The speech is interrupted once by coughing and twice by what sounds like water being drunk, the newspaper reported.
A U.S. official, speaking on condition of anonymity, said today the tape was being reviewed to determine whether it is authentic.
Disclosure sought
Meanwhile, Halliburton Co.'s emergency, no-bid contract to work on Iraq's oil wells must be fully disclosed, a Democratic lawmaker says, pointing to the Army's admission that the company has a far more lucrative role than originally believed.

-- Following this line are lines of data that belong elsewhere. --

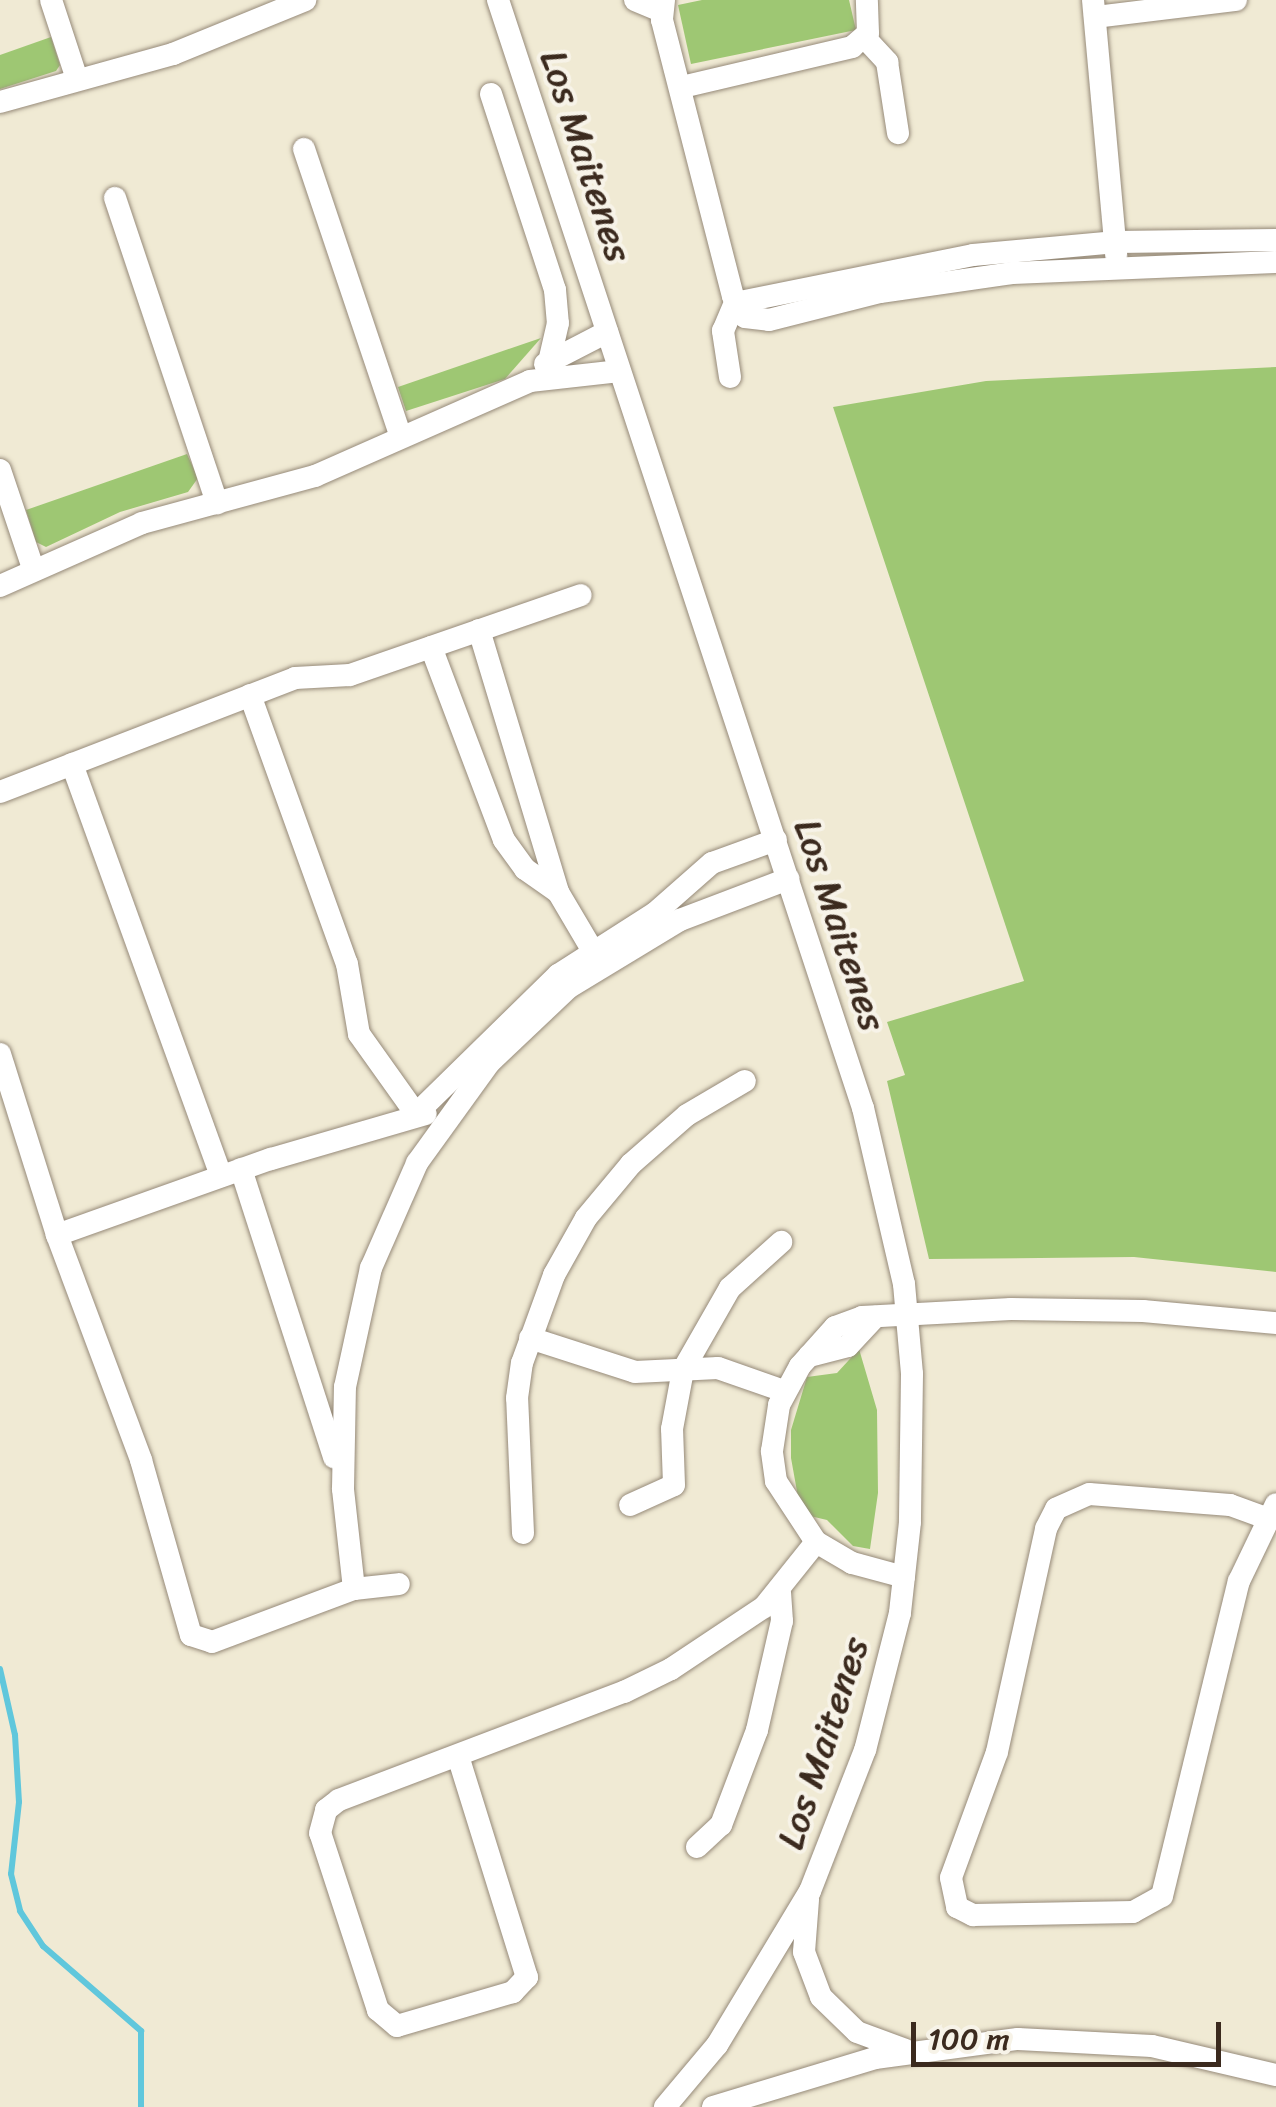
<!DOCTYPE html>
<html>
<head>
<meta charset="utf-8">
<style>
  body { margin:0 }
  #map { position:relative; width:1276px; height:2107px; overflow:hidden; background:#f0ead4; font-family:Sriracha,sans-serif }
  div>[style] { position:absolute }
  .green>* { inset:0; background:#9ec773 }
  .stream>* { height:6px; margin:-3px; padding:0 3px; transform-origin:3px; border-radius:3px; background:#60c7dc }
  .roads { filter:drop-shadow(0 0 2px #968a79) drop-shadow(0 0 2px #968a79) }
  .minor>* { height:22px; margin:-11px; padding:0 11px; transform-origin:11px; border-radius:11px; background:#fff }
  span { translate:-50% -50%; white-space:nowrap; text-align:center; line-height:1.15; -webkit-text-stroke:8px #f7f3e8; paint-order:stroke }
  .street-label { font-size:38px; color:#3b2a1e }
  .scale { position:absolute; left:911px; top:2022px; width:310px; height:45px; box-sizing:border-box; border:5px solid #3b2a1e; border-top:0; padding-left:12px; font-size:30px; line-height:35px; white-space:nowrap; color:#3b2a1e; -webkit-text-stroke:8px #f7f3e8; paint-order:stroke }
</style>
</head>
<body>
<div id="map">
  <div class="green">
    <div style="clip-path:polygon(702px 0,849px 0,856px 30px,691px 64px,678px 5px)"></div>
    <div style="clip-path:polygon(51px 37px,60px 65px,56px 71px,0 89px,0 55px)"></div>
    <div style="clip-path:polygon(541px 338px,505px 379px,406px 411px,398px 387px)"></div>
    <div style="clip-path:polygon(1276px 367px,1276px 1272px,1134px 1257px,929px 1259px,887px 1081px,905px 1075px,887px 1022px,1024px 981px,833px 407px,986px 381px)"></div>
    <div style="clip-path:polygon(187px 454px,198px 478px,188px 492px,120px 512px,46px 547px,36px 542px,26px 510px)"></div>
    <div style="clip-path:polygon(859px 1349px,877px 1410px,878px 1493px,870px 1549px,853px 1546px,827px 1520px,810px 1516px,798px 1497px,791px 1458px,791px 1430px,807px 1377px,837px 1373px)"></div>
  </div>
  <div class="stream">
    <div style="left:0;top:1669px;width:68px;rotate:77.2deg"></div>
    <div style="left:15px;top:1735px;width:67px;rotate:86.6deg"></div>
    <div style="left:19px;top:1802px;width:72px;rotate:96.3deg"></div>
    <div style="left:11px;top:1874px;width:38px;rotate:76deg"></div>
    <div style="left:20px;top:1911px;width:42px;rotate:56.7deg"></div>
    <div style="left:43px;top:1946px;width:130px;rotate:40.9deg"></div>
    <div style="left:141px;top:2031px;width:76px;rotate:90deg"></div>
  </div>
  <div class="roads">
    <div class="minor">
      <div style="left:51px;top:0;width:83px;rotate:71.8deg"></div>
      <div style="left:498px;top:0;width:1167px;rotate:71.77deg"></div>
      <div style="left:863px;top:1108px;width:181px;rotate:76.9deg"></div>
      <div style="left:904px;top:1284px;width:90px;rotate:84.9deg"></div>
      <div style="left:912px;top:1374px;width:148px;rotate:90.8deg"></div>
      <div style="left:910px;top:1522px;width:92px;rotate:96.3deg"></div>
      <div style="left:900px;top:1613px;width:141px;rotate:104.3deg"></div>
      <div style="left:865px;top:1750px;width:151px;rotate:111.3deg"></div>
      <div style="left:810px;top:1891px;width:180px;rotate:121.1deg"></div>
      <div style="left:717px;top:2045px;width:81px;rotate:130deg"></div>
      <div style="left:635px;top:0;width:28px;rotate:23deg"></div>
      <div style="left:664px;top:0;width:20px;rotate:96deg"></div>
      <div style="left:662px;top:20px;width:285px;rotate:75.6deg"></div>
      <div style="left:733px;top:296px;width:24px;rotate:60deg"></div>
      <div style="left:745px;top:317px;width:24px;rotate:7deg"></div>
      <div style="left:769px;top:320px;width:114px;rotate:-14.2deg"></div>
      <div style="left:880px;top:292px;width:133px;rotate:-8.2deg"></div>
      <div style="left:1012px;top:273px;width:264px;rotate:-2.4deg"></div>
      <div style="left:1093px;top:0;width:256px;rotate:84.8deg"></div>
      <div style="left:1095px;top:17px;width:142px;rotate:-6.9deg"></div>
      <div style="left:865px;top:38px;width:33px;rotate:47deg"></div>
      <div style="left:887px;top:62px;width:72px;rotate:81.2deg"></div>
      <div style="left:682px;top:87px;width:175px;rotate:-13.2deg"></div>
      <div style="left:852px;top:47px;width:21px;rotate:-41deg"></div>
      <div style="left:868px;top:33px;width:33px;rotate:-92deg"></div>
      <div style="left:491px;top:94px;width:206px;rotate:71.9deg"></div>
      <div style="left:555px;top:290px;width:33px;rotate:85deg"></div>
      <div style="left:558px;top:323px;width:39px;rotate:103deg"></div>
      <div style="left:0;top:102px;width:180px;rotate:-15.5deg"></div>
      <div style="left:173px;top:54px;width:143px;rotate:-22.2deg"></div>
      <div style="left:304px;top:149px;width:301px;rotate:71.4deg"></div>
      <div style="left:115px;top:198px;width:322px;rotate:71.5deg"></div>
      <div style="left:735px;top:303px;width:243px;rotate:-11.4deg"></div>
      <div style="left:973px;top:255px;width:144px;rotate:-5.2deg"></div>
      <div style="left:1116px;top:242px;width:160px;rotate:-0.7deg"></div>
      <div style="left:545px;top:364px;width:70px;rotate:-27.3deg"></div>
      <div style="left:730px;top:377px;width:47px;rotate:-98.7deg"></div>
      <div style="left:723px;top:331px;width:30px;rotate:-67deg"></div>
      <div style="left:0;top:470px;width:103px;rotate:71.4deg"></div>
      <div style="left:0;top:586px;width:155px;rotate:-23.9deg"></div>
      <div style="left:142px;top:523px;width:179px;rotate:-15.2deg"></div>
      <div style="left:315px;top:476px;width:235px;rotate:-23.8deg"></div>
      <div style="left:530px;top:381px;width:90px;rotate:-6.4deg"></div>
      <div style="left:479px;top:630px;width:274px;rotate:73.2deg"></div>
      <div style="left:558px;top:892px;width:82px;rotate:59.4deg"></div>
      <div style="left:431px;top:647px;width:206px;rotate:69.3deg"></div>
      <div style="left:504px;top:840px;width:36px;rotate:54deg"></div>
      <div style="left:525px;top:869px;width:40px;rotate:34.9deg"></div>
      <div style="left:250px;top:695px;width:286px;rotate:70.2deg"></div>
      <div style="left:347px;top:964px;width:71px;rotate:80.3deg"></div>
      <div style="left:359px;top:1034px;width:98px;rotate:54.5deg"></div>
      <div style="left:72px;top:764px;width:438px;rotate:70.1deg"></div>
      <div style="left:0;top:792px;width:316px;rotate:-21.1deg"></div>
      <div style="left:295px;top:678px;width:55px;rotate:-3.1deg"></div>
      <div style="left:350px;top:675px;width:244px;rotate:-19.1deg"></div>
      <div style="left:0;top:1054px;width:190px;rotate:72.5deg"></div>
      <div style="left:57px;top:1235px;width:240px;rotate:69.5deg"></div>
      <div style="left:141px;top:1460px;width:182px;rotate:74.1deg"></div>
      <div style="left:191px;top:1635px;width:22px;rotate:18deg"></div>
      <div style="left:212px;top:1642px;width:152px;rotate:-20.5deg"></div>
      <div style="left:354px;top:1589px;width:45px;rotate:-6.3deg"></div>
      <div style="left:416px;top:1114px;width:199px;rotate:-44.4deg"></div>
      <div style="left:558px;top:975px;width:115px;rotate:-32.6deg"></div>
      <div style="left:655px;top:913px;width:76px;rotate:-41.3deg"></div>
      <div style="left:712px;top:863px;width:68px;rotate:-19.8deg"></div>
      <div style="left:241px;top:1169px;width:303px;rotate:72.1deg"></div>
      <div style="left:57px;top:1235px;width:227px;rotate:-19.6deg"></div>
      <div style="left:271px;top:1159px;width:161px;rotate:-16.2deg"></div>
      <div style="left:530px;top:1338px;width:110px;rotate:17.9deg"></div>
      <div style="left:635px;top:1372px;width:83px;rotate:-2.8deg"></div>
      <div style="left:718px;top:1368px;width:70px;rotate:19.2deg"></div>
      <div style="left:809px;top:1356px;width:40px;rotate:-14.4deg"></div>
      <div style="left:848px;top:1346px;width:40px;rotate:-47deg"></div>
      <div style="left:630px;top:1505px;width:48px;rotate:-24.4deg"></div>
      <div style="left:674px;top:1485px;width:56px;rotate:-92deg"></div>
      <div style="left:672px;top:1429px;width:60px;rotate:-79.4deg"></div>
      <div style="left:683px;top:1370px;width:95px;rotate:-60.2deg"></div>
      <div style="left:730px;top:1288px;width:69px;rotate:-42deg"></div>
      <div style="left:1266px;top:1518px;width:38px;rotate:-160deg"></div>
      <div style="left:1230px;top:1505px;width:141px;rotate:-175.5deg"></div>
      <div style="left:1089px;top:1494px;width:36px;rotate:156deg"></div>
      <div style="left:1056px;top:1509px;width:22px;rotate:117deg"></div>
      <div style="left:1046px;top:1529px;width:228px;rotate:102.4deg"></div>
      <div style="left:997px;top:1752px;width:134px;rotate:110.1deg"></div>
      <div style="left:951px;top:1878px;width:30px;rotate:78deg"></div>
      <div style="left:957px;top:1907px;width:18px;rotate:27deg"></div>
      <div style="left:973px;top:1915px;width:160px;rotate:-1.1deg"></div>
      <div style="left:1133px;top:1912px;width:33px;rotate:-29deg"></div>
      <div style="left:1162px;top:1896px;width:324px;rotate:-76.3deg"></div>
      <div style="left:1239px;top:1581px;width:85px;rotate:-64.3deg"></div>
      <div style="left:523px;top:1533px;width:135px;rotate:-92.5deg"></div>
      <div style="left:517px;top:1398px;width:35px;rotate:-82deg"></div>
      <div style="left:522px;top:1363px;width:94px;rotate:-70deg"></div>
      <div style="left:554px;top:1275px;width:65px;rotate:-60.7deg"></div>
      <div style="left:586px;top:1218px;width:70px;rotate:-50.2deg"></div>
      <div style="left:631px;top:1164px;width:74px;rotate:-41.2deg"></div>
      <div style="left:687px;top:1115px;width:67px;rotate:-30.4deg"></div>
      <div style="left:904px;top:1577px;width:54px;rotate:-164.9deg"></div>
      <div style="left:852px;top:1563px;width:42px;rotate:-149.7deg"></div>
      <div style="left:816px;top:1542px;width:73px;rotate:-123.3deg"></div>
      <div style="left:776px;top:1481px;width:30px;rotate:-98deg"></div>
      <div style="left:772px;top:1451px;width:47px;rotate:-81.3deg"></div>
      <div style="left:779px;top:1405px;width:44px;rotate:-61.7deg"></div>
      <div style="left:800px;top:1366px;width:52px;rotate:-48.1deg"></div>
      <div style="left:835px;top:1327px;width:29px;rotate:-20deg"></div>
      <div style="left:862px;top:1317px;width:149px;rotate:-3.1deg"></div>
      <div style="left:1011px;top:1309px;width:132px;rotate:0.9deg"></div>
      <div style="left:1143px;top:1311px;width:134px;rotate:5.2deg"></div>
      <div style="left:354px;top:1589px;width:101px;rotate:-96.3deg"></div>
      <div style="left:343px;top:1489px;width:102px;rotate:-88.9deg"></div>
      <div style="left:345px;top:1387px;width:122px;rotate:-77.7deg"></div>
      <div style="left:371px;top:1268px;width:115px;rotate:-66.3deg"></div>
      <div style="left:417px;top:1163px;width:123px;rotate:-54.2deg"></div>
      <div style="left:489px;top:1063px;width:109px;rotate:-43.5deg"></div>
      <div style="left:568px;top:988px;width:131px;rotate:-31.3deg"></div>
      <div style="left:680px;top:920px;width:116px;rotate:-20.8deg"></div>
      <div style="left:458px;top:1756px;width:232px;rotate:72.7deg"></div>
      <div style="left:527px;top:1977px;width:21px;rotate:133deg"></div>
      <div style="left:513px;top:1992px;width:121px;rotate:163.7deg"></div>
      <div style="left:397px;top:2026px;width:25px;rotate:-140deg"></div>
      <div style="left:378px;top:2010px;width:186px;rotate:-108.1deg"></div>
      <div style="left:320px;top:1833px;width:24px;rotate:-75deg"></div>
      <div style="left:326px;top:1810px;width:16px;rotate:-38deg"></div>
      <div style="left:339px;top:1800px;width:305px;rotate:-20.8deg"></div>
      <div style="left:624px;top:1692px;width:52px;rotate:-26.1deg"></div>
      <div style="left:671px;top:1669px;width:112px;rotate:-33.7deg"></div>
      <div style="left:764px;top:1607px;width:83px;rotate:-51.3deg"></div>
      <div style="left:697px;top:1847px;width:33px;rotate:-43deg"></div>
      <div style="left:721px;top:1825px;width:102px;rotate:-69.2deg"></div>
      <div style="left:757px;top:1730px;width:112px;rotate:-77.1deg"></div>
      <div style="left:782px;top:1621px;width:28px;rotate:-94deg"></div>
      <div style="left:808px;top:1900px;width:52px;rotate:94.4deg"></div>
      <div style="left:804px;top:1952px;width:48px;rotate:69.3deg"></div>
      <div style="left:821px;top:1997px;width:50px;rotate:44.2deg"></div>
      <div style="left:857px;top:2032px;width:52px;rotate:20.2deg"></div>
      <div style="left:713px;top:2107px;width:169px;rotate:-16.8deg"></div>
      <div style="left:875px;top:2058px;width:144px;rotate:-7.6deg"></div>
      <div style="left:1018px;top:2039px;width:134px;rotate:3deg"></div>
      <div style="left:1152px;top:2046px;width:127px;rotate:13.2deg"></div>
    </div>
  </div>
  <div class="street-label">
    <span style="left:586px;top:156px;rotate:72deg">Los Maitenes</span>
    <span style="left:840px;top:925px;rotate:72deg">Los Maitenes</span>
    <span style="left:823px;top:1743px;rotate:-72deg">Los Maitenes</span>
  </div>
  <div class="scale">100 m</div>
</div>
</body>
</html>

Prior descriptions said Vice President Dick Cheney's former company would fight oil fires. The contract also lets the company operate the oil fields for a time and distribute the petroleum, Rep. Henry Waxman, D-Calif., said Tuesday. Waxman cited information he received from the U.S. Army Corps of Engineers, which awarded the contract.
Cheney's office has said repeatedly that the vice president has no role in Halliburton's operations or its government contracts.
A spokeswoman for Halliburton said the company's initial announcement of the contract March 24 disclosed the larger role for its KBR subsidiary.
The Corps wrote Waxman last Friday that the contract included not only extinguishing fires but "operation of facilities and distribution of products."
"I do not mean to suggest that the Corps has intentionally misled anyone about the contract," Waxman wrote Tuesday to Corps commander Lt. Gen. Robert Flowers. "I am, however, concerned that the administration's reluctance to provide complete information about this and other Iraqi contracts has denied Congress important information."
The lawmaker also said the Corps' proposal to replace the Halliburton contract with another long-term deal was at odds with administration statements that Iraq's oil belongs to the Iraqi people.